First Published: 2017-03-01

Palmyra busts returned to Syria after restoration in Italy
Two funeral busts recovered by Syrian troops had been badly disfigured by Islamic State jihadists with what appeared to be hammer blows.
Middle East Online

Restorer shows 3D printed replica of missing part of limestone male bust, dated between 2nd and 3rd century A.D.

DAMASCUS - Two rare busts rescued from the Islamic State group in the ancient city of Palmyra and restored in Italy have been returned to Syria, the country's antiquities director said Wednesday.

"The two statues were returned to Syria on Tuesday and added to the 400 artefacts that were rescued from Palmyra," Maamun Abdul Karim said.
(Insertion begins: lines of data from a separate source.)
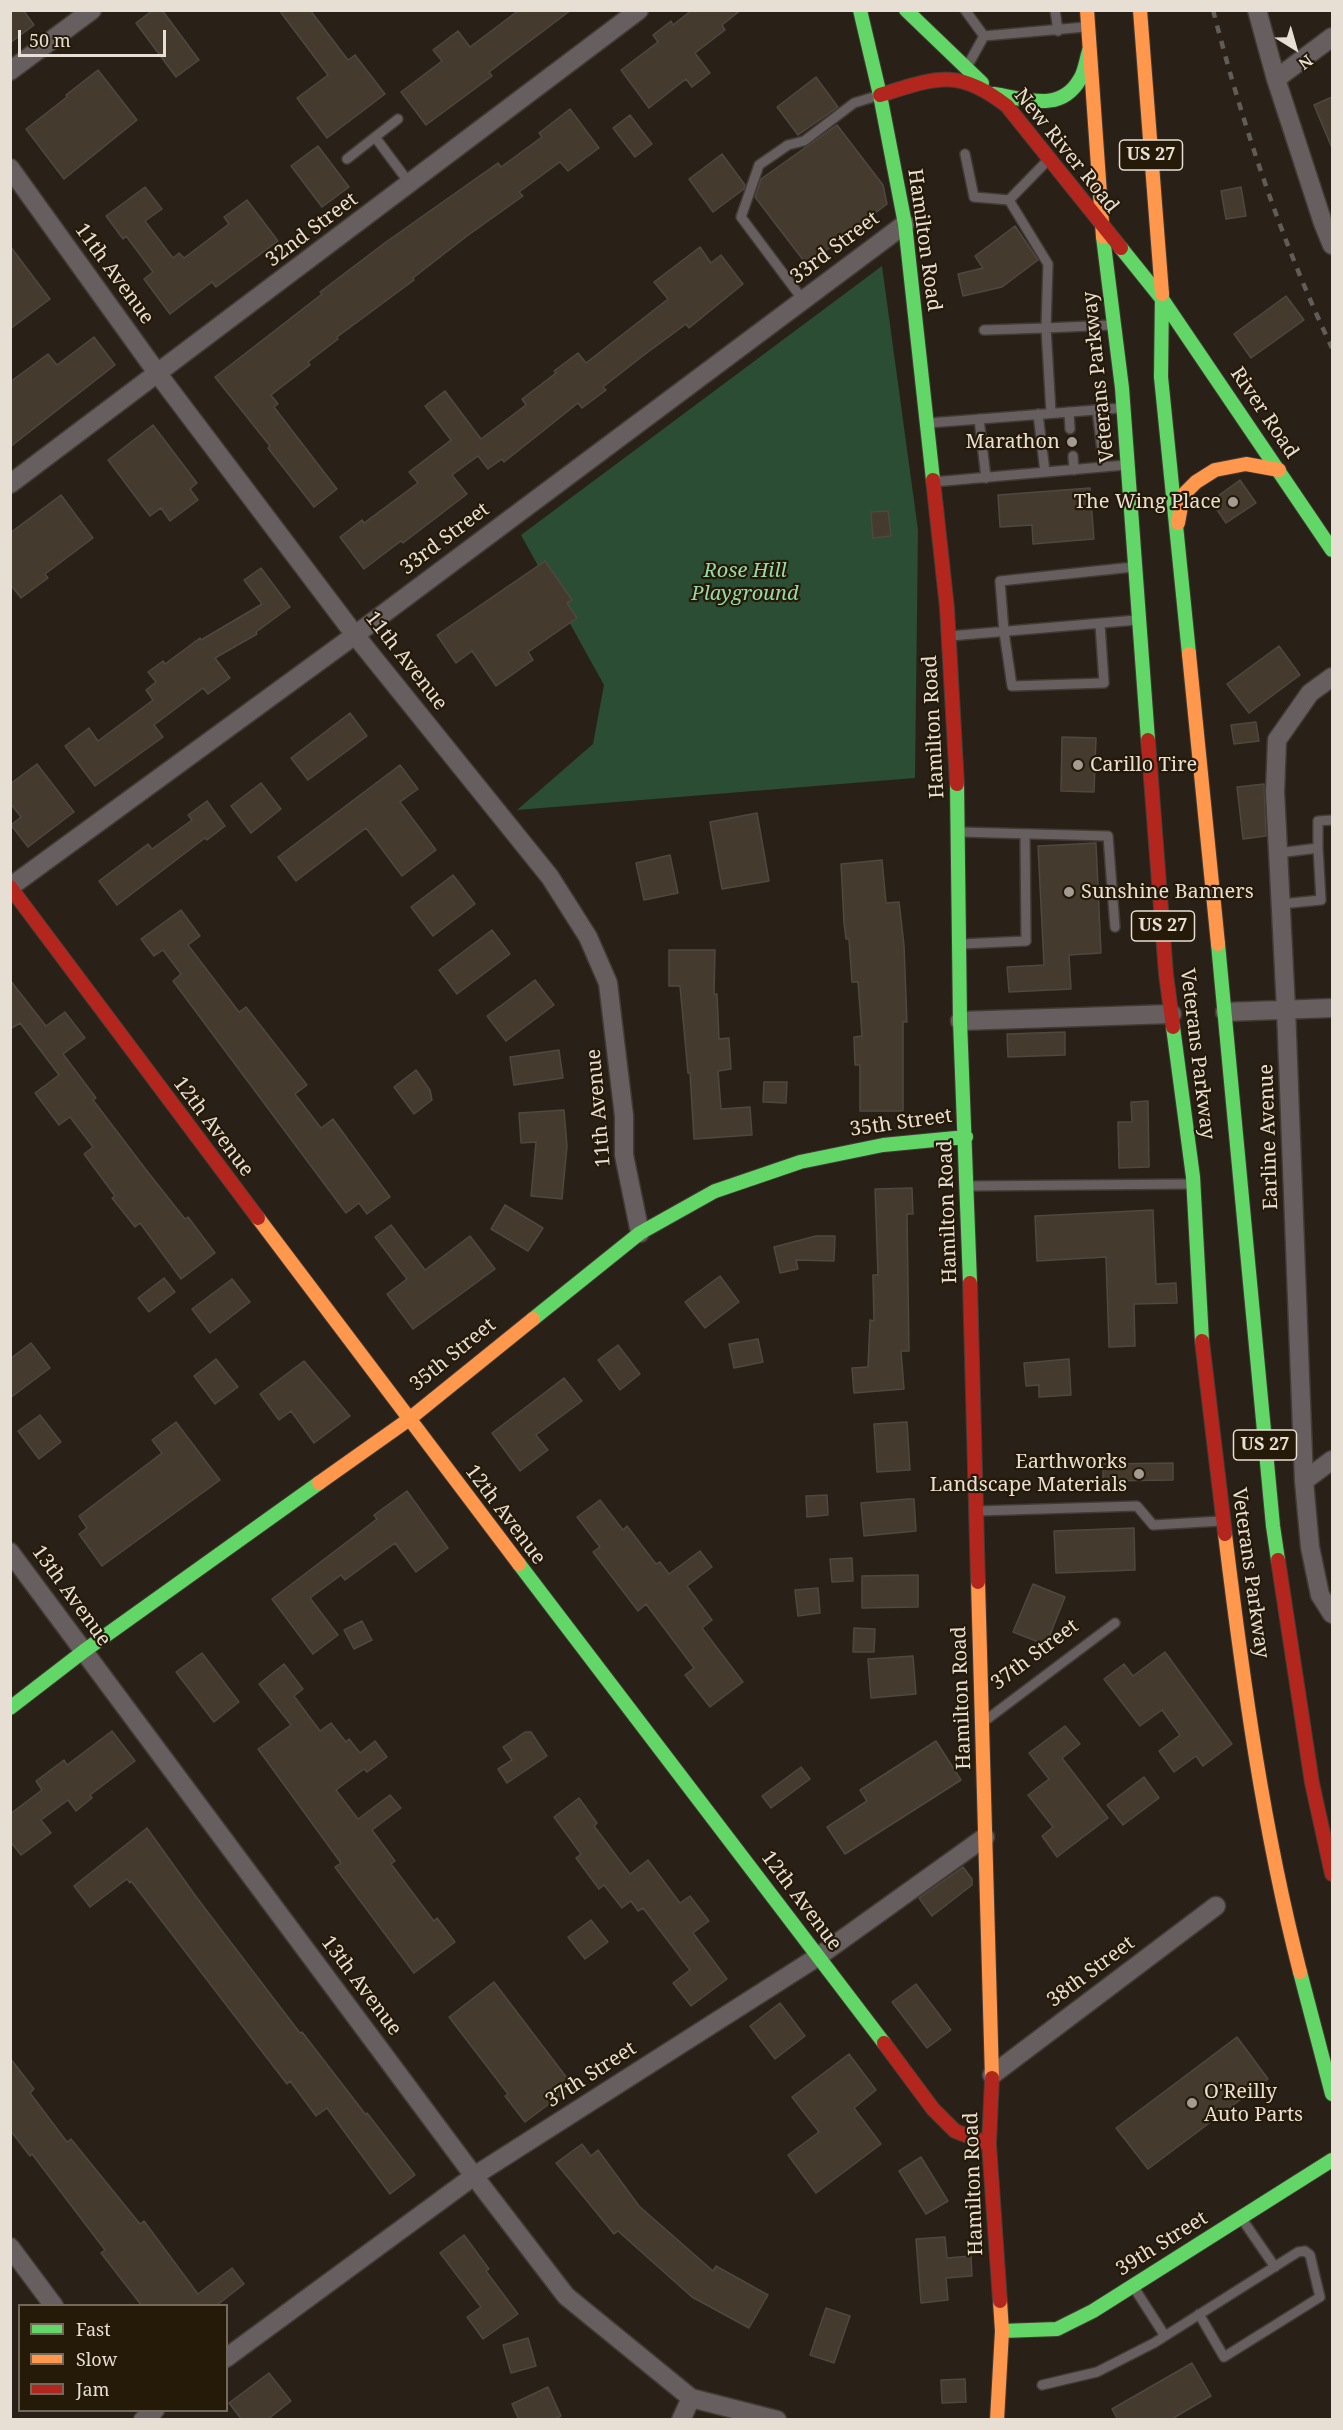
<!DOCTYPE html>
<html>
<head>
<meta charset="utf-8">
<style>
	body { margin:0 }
	#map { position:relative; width:1343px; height:2430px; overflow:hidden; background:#292118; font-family:"Noto Serif",serif }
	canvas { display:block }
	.frame { position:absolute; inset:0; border:12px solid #e7ded4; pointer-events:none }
	.legend { position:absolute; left:18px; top:2304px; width:210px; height:108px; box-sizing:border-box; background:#251908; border:2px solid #73685a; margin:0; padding:8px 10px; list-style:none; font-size:18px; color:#e7ded4 }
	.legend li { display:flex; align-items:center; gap:12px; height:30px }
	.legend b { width:30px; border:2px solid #73685a }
	.north { position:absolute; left:1265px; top:18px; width:60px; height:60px; -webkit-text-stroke:4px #251908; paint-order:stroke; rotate:143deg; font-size:16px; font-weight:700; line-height:24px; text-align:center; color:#e7ded4 }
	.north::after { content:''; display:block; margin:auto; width:21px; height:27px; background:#e7ded4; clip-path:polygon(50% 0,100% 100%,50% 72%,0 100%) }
	.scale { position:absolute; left:18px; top:30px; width:148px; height:27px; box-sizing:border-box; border:3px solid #e7ded4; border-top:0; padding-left:8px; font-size:18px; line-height:21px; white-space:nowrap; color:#e7ded4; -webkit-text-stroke:4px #251908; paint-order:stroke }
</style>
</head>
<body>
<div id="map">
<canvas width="1343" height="2430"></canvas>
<div class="frame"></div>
<ul class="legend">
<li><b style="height:8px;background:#63d668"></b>Fast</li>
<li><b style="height:8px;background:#ff974d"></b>Slow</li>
<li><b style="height:8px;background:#b3261e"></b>Jam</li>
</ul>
<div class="north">N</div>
<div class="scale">50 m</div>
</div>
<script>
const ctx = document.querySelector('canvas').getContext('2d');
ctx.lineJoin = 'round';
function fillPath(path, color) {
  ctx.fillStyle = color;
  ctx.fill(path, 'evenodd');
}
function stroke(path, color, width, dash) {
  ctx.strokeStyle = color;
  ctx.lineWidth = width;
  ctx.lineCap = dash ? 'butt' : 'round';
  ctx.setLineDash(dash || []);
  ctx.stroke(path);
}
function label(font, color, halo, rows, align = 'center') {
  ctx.font = font + ' "Noto Serif",serif';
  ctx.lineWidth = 4.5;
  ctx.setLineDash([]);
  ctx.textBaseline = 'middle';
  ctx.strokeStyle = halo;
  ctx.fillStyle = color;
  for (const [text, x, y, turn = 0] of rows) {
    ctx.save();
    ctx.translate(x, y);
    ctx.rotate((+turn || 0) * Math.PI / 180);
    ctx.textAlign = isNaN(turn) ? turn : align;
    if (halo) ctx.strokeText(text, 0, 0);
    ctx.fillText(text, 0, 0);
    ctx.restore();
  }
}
const green = new Path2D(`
	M882,266L918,530L915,778L517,810L593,744L604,685L521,535Z`);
const building = new Path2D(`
	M10,10H23L34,25L10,43Z
	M153,10H162L199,60L176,77L136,23Z
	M279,10H310L348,60L355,55L385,94L327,138L297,98L328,75Z
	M519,10H571L489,72L492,76L426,125L401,92L442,61L433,50L458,31L470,47Z
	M692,10H741L722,25L725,30L695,53L710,73L692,87L686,79L649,108L621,70L658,42L653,35L671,21L673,25Z
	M98,70L137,120L64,179L26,129L67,97L66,95Z
	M816,77L838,107L798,135L777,107Z
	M1332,97V148L1314,105Z
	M570,109L599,148L568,171L560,162L519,192L523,196L467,236L413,278L414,280L337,337L338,339L308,362L310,365L271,395L278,404L274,407L337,489L314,507L268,448L270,446L215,377L322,294L320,292L386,242L498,163L501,167L542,137L539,133Z
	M630,115L652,144L635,157L613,128Z
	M837,125L883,185L887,204L807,265L755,197L761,179Z
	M318,146L349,187L322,207L291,166Z
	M722,154L745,185L744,189L713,212L689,179Z
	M145,187L162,209L145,221L173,258L179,253L184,258L229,224L224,217L247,200L278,241L216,287L212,282L170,314L144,279L153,272L126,236L123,239L106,216Z
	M1241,187L1246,216L1226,219L1221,191Z
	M1015,226L1038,260L1002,287L963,296L958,274L983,268L975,256Z
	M10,246L50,299L10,329Z
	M700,247L711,263L721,255L743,284L689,328L686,324L644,355L603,387L606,390L582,408L578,403L504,462L502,459L488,469L478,456L452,475L467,494L403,543L401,541L364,569L340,537L362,520L364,523L418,483L409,472L451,440L425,406L445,391L481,439L526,405L522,399L556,373L554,371L578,353L586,363L668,299L654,282Z
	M1286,296L1304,320L1251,358L1234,334Z
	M94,337L115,365L10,447V382L48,354L57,365Z
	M153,425L197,483L190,489L198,500L170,521L161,508L150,516L108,460Z
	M1240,480L1256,503L1226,523L1211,501Z
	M1090,488L1094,539L1033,544L1032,525L1000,527L998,495Z
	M61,495L93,538L45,574L48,578L21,598L10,584V533Z
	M888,511L891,536L873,538L871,512Z
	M545,561L572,600L567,603L577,618L528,652L533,660L496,686L472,651L456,663L437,635Z
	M261,568L290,607L256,632L257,634L215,658L230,678L208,694L203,688L154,725L163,737L95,786L65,746L89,728L98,741L153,700L146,690L156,682L148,672L163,661L165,664L200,638L201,640L262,604L244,580Z
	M1279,646L1300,675L1249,713L1227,684Z
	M350,713L367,736L308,780L291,758Z
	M1256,722L1259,741L1234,744L1231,725Z
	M1062,737L1096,738L1094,792L1061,791Z
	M37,764L74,812L28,847L11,825L21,817L10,803V784Z
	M400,765L418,789L400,802L436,850L402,876L366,828L296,881L278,857Z
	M261,783L281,809L251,833L231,806Z
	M1264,784L1266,836L1243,839L1237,787Z
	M207,801L225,826L207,840L205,838L117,905L99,881L148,844L152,849L192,820L188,815Z
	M757,813L769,881L722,889L710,822Z
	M1096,843L1101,953L1069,955L1071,989L1009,992L1007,967L1044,965L1038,846Z
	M670,855L678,893L644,900L636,863Z
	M882,860L886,903L899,902L904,945L907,1022H903V1111H860V1065H855L854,1037L862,1036L858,982H852L849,939H846L844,923L841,864Z
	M453,875L475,904L433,936L411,907Z
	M181,910L200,936L188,945L239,1012L246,1007L307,1085L295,1094L321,1128L333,1119L390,1197L367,1214L359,1203L346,1213L173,981L181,974L163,950L154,956L141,939Z
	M492,930L510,954L457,994L439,970Z
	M669,950H715L714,994H717L719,1039L729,1038L731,1069L718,1071L721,1109L750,1107L752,1135L694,1139L690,1073H688L680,986H669Z
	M10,980L46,1026L65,1012L85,1038L63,1054L96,1098L93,1100L147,1171L185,1219L188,1217L215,1253L181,1279L140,1223L135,1227L112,1198L115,1196L84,1154L93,1147L70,1117L59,1125L35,1093L59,1075L20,1023L10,1029Z
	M535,980L554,1005L506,1041L487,1016Z
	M1065,1032V1055L1008,1057L1007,1034Z
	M559,1050L563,1078L514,1085L510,1057Z
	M416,1070L430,1090L432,1100L414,1114L394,1087Z
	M764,1082H787L786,1103L763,1102Z
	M1148,1101L1149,1167L1119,1168L1118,1122H1132L1131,1102Z
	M564,1110L567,1146L562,1199L531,1196L536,1142L521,1143L519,1113Z
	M912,1188L913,1214H907L909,1351H901L904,1389L854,1393L852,1368L868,1367L870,1320L874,1321L873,1275H878L875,1189Z
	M505,1205L543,1228L528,1251L491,1229Z
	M1153,1210L1156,1284L1176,1283L1177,1303L1134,1304L1135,1346L1109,1347L1106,1257L1037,1261L1035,1216Z
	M391,1225L425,1270L470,1236L495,1269L413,1329L387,1294L407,1279L375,1237Z
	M816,1236H835L834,1261L796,1260L798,1269L780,1273L774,1247Z
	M720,1276L739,1302L705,1328L685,1302Z
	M164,1278L175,1292L149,1312L138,1298Z
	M232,1279L250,1302L210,1333L192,1309Z
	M758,1339L763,1362L734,1368L729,1344Z
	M31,1343L50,1368L10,1398V1359Z
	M618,1345L640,1374L620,1390L598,1360Z
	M216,1359L238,1387L215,1404L194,1376Z
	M1069,1359L1071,1395L1039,1397V1385L1026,1386L1024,1363Z
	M304,1361L350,1416L314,1443L291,1411L279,1420L260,1394Z
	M564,1378L582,1401L536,1435L548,1450L520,1471L492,1433Z
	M40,1415L61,1442L39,1459L18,1431Z
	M176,1422L220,1480L102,1566L79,1534L87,1528L79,1516L162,1453L152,1440Z
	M907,1422L910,1470L877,1472L874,1424Z
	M1173,1463V1480L1103,1481V1464Z
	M407,1491L448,1548L416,1572L395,1543L345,1580L341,1575L310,1598L338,1635L313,1654L272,1599L377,1519L374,1515Z
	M827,1495L828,1515L807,1517L806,1496Z
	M908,1499H914L916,1531L864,1536L861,1503Z
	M600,1500L623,1530L627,1526L656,1564L660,1562L669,1574L700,1551L712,1567L687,1586L712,1620L702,1628L743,1682L710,1707L685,1675L694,1668L646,1604L638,1611L593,1552L600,1547L577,1517Z
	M1134,1528L1135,1570L1056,1573L1054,1531Z
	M852,1558L853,1581L832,1582L830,1559Z
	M918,1575V1607L862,1608V1576Z
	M1033,1584L1065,1597L1046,1645L1013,1632Z
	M818,1588L820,1613L798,1616L795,1590Z
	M362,1621L372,1640L354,1649L344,1630Z
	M854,1628L875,1629L874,1652H853Z
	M1165,1652L1232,1744L1203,1766L1196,1756L1174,1772L1159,1751L1180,1735L1162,1710L1140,1726L1104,1679L1124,1664L1133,1676Z
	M202,1653L239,1702L214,1722L176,1672Z
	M913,1656L916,1694L871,1698L868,1659Z
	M284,1664L303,1689L294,1696L320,1731L331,1723L346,1742L349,1739L360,1753L375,1741L387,1757L367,1772L364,1769L336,1790L358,1819L390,1795L401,1808L372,1830L395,1861L391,1864L434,1921L437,1918L455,1942L414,1973L335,1867L341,1863L258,1749L291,1725L259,1684Z
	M1065,1726L1080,1744L1062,1758L1108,1818L1057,1857L1042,1836L1053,1827L1028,1795L1049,1779L1029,1753Z
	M112,1731L135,1761L90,1795L92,1798L76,1811L68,1800L41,1820L51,1833L21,1855L10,1841V1814L42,1790L36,1781L64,1760L67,1765Z
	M525,1732H531L547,1756L507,1783L498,1769L512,1760L503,1747Z
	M936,1741L961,1780L845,1854L827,1827L867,1801L860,1790Z
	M801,1767L810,1779L771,1808L762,1796Z
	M1144,1777L1159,1798L1123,1825L1107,1805Z
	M579,1798L597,1823L594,1826L630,1874L648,1860L680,1903L690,1896L709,1921L693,1933L727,1979L691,2006L673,1983L690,1970L643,1908L638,1911L631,1901L622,1908L604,1885L599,1889L576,1858L581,1854L554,1817Z
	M147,1828L197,1898L300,2033L302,2032L366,2115L367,2113L415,2175L390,2194L327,2108L316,2116L290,2081L287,2084L131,1881L130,1883L127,1879L90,1907L74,1886Z
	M963,1867L972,1879V1885L932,1916L919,1898Z
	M591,1920L608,1942L585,1959L568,1937Z
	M494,1982L573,2086L525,2122L505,2096L508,2094L449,2017Z
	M916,1984L951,2030L927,2048L892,2002Z
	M780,2003L805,2036L775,2059L750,2026Z
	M1237,2037L1268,2079L1148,2169L1116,2128Z
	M849,2054L876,2090L854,2108L881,2144L816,2193L788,2155L819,2132L792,2097Z
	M10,2058L34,2089L30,2093L67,2142L71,2139L140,2224L144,2221L198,2294L232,2268L244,2284L216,2306H142L101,2253L105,2250L32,2154L30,2156L10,2130Z
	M582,2144L591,2156L598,2150L639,2206L713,2271L716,2266L768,2295L749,2328L692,2297L618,2231L614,2234L556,2163Z
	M921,2157L948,2201L926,2214L899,2171Z
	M464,2235L489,2269L486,2271L518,2314L483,2339L467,2317L481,2307L440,2253Z
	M945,2237L947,2258L971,2256L972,2276L946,2278L948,2300L921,2303L916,2239Z
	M826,2308L850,2316L834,2363L810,2355Z
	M528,2338L536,2366L511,2373L503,2345Z
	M1192,2363L1211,2396L1170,2420H1118L1112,2409Z
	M269,2373L291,2401L267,2420H242L229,2403Z
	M965,2379L966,2402L942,2403L941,2380Z
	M548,2387L561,2416L552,2420H519L512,2404Z`);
const lane = new Path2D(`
	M965,10L984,36L1085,27
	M1055,10L1058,31
	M968,65L984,36
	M375,137L398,119
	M965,154L974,197L1009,200
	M347,159L375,137L410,184
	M1049,159L1009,200L1048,264L1046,328L1112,325
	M803,300L741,217L759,165L788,145L804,141L854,103L880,95
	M984,330L1046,328L1051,413
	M1097,410L1104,467
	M1069,412L1070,429
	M1038,414L1045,472
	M979,419L986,478
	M929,423L1121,408
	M1073,456L1074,470
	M933,482L1125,465
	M1100,624L1104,683L1012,686L1004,632L1000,581L1133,567
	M950,636L1137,620
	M959,832L1108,836L1115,927
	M1278,853L1318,848V821L1332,820
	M1281,904L1321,900L1318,848
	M961,944L1026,941L1025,834
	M968,1186L1191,1184
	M977,1511L1137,1506L1153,1525L1221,1521
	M986,1720L1115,1623
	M1242,2219L1275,2267
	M1133,2286L1165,2336
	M1042,2385L1097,2372L1154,2343L1298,2252L1305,2251L1310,2255L1320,2297L1224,2357L1199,2314`);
const street = new Path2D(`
	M1257,10L1276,79L1323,223L1332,245
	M10,71L92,10
	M1276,79L1332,37
	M10,168L158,374L355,635L550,877L588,937L608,983L624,1116V1155L640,1233
	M10,484L639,10
	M1332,677L1310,693L1277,740L1275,792L1286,1009L1304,1481L1310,1547L1320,1595L1332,1614
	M10,887L355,635L905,224
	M1225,1012L1332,1008
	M960,1021L1172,1014
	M1304,1481L1332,1460
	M10,1552L474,2176L566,2296L691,2398L777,2420
	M992,2075L1216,1906
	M10,2247L54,2306
	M226,2358L474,2176L819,1956L985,1837
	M143,2420L155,2410
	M681,2420L691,2398`);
const fast = new Path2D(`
	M860,10L880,95L905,224L933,480
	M906,10L982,83
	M994,94C1026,99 1061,113 1080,79C1085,71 1086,60 1089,51
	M1103,237L1122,388L1148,740
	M1121,248L1162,299L1332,550
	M1162,294L1161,377L1189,654
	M957,784L960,1021L970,1283
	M1218,944L1273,1526L1278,1560
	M1173,1027L1193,1177L1202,1341
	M533,1319L640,1233L715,1191L800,1162L883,1145L966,1137
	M519,1564L884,2043
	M10,1708L84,1651L319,1483
	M1300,1972L1332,2094
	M1002,2331L1057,2329L1093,2311L1332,2160`);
const slow = new Path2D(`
	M1087,10L1103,237
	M1140,10L1162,294
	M1178,523L1183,495L1196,482L1215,470L1246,464L1279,470
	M1189,654L1218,944
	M258,1218L519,1564
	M319,1483L408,1420L533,1319
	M1225,1534C1243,1681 1263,1828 1300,1972
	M978,1582L992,2078
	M997,2420L1002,2331L1000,2301`);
const jam = new Path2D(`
	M880,95C936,78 957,67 1007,106L1121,248
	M933,480L947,608L957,784
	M1148,740L1166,974L1173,1027
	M10,887L258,1218
	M970,1283L978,1582
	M1202,1341L1225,1534
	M1278,1560L1312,1783L1332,1874
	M884,2043L933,2109L955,2131L989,2144
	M992,2078L989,2144L1000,2301`);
const rail = new Path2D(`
	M1213,10C1243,126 1281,240 1332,348`);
const markers = [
	[1072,442,6,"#a49c92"],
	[1233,502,6,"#a49c92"],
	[1078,765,6,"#a49c92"],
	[1069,892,6,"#a49c92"],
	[1139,1474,6,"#a49c92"],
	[1192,2103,6,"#a49c92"]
];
const shields = [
	[1151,155,63],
	[1163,926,63],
	[1265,1445,63]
];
const shieldNames = [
	["US 27",1151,155],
	["US 27",1163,926],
	["US 27",1265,1445]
];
const streetNames = [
	["New River Road",1066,151,51],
	["32nd Street",312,230,-37],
	["Hamilton Road",924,240,82],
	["33rd Street",835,248,-37],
	["11th Avenue",114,274,54],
	["Veterans Parkway",1099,377,-96],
	["River Road",1264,413,56],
	["33rd Street",445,539,-37],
	["11th Avenue",406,661,52],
	["Hamilton Road",934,727,-93],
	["Veterans Parkway",1197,1054,83],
	["11th Avenue",599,1108,-95],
	["35th Street",901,1123,-8],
	["12th Avenue",213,1127,53],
	["Earline Avenue",1269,1137,-92],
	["Hamilton Road",948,1212,-92],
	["35th Street",453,1355,-39],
	["12th Avenue",505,1515,53],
	["Veterans Parkway",1250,1573,82],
	["13th Avenue",71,1596,54],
	["37th Street",1035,1655,-37],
	["Hamilton Road",962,1698,-92],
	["12th Avenue",801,1901,53],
	["38th Street",1091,1972,-37],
	["13th Avenue",361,1986,53],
	["37th Street",591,2075,-33],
	["Hamilton Road",974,2184,-92],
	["39th Street",1162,2244,-32]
];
const poiNames = [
	["Marathon",1060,442],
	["The Wing Place",1221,502],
	["Carillo Tire",1090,765,"left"],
	["Sunshine Banners",1081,892,"left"],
	["Earthworks",1127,1462],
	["Landscape Materials",1127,1485],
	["O'Reilly",1204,2092,"left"],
	["Auto Parts",1204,2115,"left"]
];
const parkNames = [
	["Rose Hill",745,571],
	["Playground",745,594]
];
fillPath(green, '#2a4d34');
fillPath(building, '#443b2e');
stroke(building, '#4e4840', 1.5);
stroke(lane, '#423b34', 12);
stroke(street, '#423b34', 21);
stroke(fast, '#423b34', 16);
stroke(slow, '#423b34', 16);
stroke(jam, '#423b34', 16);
stroke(lane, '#675f5f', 9);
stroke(street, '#675f5f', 18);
stroke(fast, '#63d668', 14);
stroke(slow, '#ff974d', 14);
stroke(jam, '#b3261e', 14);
stroke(rail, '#625c57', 4.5, [8, 8]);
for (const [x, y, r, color] of markers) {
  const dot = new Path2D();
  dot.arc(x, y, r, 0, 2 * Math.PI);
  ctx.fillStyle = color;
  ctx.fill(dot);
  stroke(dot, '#251908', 2);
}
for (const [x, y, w] of shields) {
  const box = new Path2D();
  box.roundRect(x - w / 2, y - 15, w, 30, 4.5);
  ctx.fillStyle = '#251908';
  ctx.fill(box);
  stroke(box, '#e7ded4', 1.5);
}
label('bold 18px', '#e7ded4', null, shieldNames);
label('20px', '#e7ded4', '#251908', streetNames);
label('20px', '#e7ded4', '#251908', poiNames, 'right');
label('italic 20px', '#95dba9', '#251908', parkNames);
</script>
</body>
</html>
IS jihadists seized Palmyra in May 2015 and began to systematically destroy the city's monuments and temples, while also looting its many archeological treasures.

They were driven out in March 2016 but recaptured the town last December.

Recovered by Syrian troops, the two funeral busts had been badly disfigured with what appeared to be hammer blows. They are perhaps the only such artefacts to have left the desert site without being stolen.

Modern technology was used in their restoration, which is also being hailed as a tribute to Khaled al-Assad, former head of antiquities at Palmyra who was murdered by IS in 2015 at the age of 82.

AFP reporters saw the two statues -- one of a woman and the other of a man -- being transported from the Damascus museum to an undisclosed location on Wednesday.

Abdul Karim said the restoration of the busts "is the first real, visible positive step that the international community has taken to protect Syrian heritage".

"This is part of cultural diplomacy, which does not prevent coordination among the people of different countries to combat extremism and barbarism," Abdul Karim said.

"In the end, Syrian heritage is human heritage," he said.

The busts date to the second and third centuries and were transferred to Rome via Lebanon.

A team of five specialists worked on the restorations for a month, focusing in particular on the faces.

On one, the upper part of the face had been destroyed, but the team managed to recreate the missing portion using a synthetic nylon powder and a 3-D printer, a technique that had never been used for such a restoration.

The new piece was attached to the bust with powerful magnets, "which makes it completely removable, in line with the principle that all restoration work must be completely reversible", said Antonio Iaccarino, one of the restorers.

"What the Islamic State has destroyed, we have rebuilt," he said. "Through culture, we also wage an ideological battle."